§ **Work instructions**: Within the lines below, find those that hold the string "grid" and copy each one.

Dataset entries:
-- Opening Marker --

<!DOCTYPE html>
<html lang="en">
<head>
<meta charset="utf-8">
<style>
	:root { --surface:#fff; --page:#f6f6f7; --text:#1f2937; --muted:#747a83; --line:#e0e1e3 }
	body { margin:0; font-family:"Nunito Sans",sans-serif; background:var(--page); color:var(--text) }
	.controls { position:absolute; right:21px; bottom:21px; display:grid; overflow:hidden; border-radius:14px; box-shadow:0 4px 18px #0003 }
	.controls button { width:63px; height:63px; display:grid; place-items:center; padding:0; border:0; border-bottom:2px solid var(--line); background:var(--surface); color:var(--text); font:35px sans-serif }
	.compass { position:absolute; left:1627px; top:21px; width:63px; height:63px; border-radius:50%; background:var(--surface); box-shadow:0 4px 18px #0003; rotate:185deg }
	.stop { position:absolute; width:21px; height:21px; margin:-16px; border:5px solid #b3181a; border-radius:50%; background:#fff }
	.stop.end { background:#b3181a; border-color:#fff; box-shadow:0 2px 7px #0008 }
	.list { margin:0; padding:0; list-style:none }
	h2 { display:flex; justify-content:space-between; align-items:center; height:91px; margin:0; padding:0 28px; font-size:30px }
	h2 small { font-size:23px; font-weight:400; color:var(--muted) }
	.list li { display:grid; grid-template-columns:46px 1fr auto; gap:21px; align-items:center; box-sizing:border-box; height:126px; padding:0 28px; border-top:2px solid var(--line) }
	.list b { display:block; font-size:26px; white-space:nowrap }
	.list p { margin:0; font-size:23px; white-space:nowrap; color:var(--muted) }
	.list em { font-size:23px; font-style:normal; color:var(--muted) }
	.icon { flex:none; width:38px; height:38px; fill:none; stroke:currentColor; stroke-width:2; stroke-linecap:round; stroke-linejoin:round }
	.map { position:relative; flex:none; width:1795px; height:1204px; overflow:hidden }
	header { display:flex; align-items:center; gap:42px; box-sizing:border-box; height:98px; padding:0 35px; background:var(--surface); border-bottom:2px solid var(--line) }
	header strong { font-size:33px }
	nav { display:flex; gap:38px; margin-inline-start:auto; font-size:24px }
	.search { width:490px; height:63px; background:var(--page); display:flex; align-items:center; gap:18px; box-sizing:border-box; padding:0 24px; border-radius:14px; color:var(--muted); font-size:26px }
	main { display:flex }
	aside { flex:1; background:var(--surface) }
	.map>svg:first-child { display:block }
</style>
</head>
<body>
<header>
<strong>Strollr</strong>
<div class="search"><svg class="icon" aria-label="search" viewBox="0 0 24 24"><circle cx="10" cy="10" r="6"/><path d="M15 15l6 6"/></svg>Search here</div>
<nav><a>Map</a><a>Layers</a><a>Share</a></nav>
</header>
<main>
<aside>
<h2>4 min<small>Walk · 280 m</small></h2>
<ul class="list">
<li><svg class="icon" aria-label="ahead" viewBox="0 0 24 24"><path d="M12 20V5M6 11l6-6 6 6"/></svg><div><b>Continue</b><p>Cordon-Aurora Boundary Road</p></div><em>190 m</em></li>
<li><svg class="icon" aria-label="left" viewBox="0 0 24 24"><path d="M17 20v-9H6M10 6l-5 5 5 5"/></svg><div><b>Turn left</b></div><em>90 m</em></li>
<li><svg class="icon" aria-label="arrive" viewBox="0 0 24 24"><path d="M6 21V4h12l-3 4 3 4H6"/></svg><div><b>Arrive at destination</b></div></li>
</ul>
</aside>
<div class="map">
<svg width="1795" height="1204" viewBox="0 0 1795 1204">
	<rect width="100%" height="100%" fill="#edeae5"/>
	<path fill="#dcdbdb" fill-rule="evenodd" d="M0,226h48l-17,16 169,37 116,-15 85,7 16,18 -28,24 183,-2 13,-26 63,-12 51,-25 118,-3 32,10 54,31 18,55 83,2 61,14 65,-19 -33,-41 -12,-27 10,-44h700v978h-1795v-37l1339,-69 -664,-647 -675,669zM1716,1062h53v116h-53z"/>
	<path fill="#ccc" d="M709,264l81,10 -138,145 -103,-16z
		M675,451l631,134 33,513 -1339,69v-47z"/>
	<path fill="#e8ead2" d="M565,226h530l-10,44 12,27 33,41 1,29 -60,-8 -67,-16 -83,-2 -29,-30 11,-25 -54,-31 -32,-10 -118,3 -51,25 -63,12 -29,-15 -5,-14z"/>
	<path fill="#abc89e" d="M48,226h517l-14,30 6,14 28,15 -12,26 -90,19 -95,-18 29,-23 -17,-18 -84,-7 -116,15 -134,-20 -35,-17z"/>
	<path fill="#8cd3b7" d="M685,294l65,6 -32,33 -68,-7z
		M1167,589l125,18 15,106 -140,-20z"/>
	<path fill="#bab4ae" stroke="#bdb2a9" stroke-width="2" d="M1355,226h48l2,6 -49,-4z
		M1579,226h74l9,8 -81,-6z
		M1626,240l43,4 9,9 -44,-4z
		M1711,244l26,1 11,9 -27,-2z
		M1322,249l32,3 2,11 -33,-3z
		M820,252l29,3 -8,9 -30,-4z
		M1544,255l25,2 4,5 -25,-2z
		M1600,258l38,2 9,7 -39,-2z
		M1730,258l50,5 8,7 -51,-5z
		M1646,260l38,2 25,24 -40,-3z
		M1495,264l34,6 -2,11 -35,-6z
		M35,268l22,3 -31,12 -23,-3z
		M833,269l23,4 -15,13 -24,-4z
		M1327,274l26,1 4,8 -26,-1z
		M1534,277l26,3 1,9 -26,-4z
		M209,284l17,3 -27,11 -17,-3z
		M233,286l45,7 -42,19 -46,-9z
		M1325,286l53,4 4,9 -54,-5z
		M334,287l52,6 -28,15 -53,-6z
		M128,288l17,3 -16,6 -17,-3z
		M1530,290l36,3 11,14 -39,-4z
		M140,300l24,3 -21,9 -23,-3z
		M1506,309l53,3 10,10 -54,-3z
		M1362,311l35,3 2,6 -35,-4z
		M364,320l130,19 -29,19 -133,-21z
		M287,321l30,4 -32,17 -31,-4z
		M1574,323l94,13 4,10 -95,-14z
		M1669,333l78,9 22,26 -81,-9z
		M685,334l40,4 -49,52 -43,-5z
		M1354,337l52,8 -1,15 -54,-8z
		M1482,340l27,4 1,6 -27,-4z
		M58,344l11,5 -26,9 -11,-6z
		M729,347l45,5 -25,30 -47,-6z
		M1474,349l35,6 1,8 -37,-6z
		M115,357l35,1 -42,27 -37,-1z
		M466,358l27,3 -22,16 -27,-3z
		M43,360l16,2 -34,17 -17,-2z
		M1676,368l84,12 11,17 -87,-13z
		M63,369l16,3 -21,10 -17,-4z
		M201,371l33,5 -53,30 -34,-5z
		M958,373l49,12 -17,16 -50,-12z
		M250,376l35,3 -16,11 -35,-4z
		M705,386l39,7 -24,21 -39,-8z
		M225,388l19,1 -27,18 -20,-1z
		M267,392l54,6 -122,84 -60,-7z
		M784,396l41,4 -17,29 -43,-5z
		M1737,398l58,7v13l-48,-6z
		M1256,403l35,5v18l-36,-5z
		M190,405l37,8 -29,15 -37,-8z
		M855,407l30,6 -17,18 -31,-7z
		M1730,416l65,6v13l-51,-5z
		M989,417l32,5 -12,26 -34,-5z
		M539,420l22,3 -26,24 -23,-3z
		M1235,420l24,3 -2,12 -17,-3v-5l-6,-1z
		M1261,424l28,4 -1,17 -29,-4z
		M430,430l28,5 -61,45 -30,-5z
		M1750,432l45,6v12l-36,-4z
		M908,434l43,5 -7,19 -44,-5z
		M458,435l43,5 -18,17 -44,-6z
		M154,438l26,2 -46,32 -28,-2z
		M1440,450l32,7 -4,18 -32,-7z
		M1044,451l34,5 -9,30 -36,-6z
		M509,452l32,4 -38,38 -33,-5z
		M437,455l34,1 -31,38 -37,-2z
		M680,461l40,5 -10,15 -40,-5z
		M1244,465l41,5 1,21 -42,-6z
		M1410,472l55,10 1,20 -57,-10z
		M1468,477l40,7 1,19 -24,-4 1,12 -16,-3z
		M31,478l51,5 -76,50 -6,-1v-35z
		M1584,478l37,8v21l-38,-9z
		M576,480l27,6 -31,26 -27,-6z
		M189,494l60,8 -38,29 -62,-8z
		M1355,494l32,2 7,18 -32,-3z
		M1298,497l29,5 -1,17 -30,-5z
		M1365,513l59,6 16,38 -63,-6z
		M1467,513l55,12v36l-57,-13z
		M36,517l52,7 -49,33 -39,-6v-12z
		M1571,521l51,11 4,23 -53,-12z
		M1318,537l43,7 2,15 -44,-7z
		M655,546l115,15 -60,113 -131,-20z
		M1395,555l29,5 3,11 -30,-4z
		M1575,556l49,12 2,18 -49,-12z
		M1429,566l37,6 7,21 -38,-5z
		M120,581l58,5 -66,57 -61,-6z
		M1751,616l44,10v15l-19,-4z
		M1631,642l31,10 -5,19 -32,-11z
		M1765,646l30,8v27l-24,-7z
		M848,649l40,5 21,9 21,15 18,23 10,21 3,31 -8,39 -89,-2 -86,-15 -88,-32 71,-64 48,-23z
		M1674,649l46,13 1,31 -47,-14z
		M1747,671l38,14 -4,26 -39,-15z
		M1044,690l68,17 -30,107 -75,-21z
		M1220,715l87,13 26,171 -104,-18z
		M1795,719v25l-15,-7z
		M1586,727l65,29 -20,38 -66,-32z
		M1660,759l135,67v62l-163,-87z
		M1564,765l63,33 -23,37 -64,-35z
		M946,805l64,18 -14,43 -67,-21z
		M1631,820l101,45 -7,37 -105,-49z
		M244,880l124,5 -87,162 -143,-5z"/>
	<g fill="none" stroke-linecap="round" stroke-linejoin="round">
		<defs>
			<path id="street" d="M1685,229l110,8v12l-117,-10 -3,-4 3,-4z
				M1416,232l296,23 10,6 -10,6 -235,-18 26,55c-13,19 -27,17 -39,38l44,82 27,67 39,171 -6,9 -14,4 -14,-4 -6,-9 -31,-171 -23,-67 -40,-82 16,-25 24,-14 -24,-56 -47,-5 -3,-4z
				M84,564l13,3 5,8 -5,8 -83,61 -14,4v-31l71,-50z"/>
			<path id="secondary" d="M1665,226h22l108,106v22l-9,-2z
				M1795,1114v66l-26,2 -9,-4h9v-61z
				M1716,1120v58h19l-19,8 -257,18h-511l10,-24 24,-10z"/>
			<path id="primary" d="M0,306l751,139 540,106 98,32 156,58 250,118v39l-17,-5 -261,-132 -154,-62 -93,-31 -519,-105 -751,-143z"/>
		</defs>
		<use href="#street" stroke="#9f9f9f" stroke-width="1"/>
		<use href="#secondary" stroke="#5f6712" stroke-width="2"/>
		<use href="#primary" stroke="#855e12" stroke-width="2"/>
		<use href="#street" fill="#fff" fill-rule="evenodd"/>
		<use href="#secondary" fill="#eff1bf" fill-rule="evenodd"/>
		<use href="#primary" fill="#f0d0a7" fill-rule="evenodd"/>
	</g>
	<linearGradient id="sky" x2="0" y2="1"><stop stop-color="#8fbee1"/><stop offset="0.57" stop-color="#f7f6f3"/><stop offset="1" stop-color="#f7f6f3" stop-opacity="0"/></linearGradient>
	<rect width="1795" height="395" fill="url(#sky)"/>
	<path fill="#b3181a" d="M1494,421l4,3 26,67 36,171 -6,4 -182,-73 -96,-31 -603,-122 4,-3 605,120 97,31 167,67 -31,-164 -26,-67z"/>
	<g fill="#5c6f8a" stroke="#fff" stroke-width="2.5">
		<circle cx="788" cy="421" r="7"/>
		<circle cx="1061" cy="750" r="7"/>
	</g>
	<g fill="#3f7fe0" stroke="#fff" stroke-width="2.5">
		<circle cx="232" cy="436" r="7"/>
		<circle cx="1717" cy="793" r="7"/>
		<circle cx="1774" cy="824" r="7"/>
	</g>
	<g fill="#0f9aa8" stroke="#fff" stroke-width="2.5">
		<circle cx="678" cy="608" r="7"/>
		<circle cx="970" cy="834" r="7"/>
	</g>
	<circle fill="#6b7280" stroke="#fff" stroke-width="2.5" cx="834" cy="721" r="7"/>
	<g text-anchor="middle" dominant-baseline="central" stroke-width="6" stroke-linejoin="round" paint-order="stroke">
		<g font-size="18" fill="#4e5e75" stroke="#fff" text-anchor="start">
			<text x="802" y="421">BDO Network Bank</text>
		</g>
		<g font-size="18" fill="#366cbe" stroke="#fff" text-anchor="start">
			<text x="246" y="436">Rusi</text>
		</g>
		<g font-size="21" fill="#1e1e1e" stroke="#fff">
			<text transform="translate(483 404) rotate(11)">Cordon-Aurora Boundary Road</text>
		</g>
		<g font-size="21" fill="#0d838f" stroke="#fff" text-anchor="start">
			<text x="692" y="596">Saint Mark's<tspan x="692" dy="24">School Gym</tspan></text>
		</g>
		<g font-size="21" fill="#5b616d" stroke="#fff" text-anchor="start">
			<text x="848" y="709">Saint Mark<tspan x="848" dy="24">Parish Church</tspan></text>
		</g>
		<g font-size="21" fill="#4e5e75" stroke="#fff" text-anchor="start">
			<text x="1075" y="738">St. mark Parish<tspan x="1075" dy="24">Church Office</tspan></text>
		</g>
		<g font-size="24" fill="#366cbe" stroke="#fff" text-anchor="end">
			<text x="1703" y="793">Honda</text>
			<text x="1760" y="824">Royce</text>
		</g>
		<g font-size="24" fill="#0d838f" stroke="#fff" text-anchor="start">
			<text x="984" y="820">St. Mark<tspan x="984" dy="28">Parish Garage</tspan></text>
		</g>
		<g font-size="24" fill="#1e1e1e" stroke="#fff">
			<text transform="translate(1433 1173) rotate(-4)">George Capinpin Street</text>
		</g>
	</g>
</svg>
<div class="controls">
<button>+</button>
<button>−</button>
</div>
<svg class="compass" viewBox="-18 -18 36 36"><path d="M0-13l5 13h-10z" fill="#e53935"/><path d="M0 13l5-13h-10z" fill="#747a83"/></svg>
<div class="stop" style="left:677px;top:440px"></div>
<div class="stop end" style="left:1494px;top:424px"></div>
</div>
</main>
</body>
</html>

-- Closing Marker --

§ **Solution to this task**:
	.controls { position:absolute; right:21px; bottom:21px; display:grid; overflow:hidden; border-radius:14px; box-shadow:0 4px 18px #0003 }
	.controls button { width:63px; height:63px; display:grid; place-items:center; padding:0; border:0; border-bottom:2px solid var(--line); background:var(--surface); color:var(--text); font:35px sans-serif }
	.list li { display:grid; grid-template-columns:46px 1fr auto; gap:21px; align-items:center; box-sizing:border-box; height:126px; padding:0 28px; border-top:2px solid var(--line) }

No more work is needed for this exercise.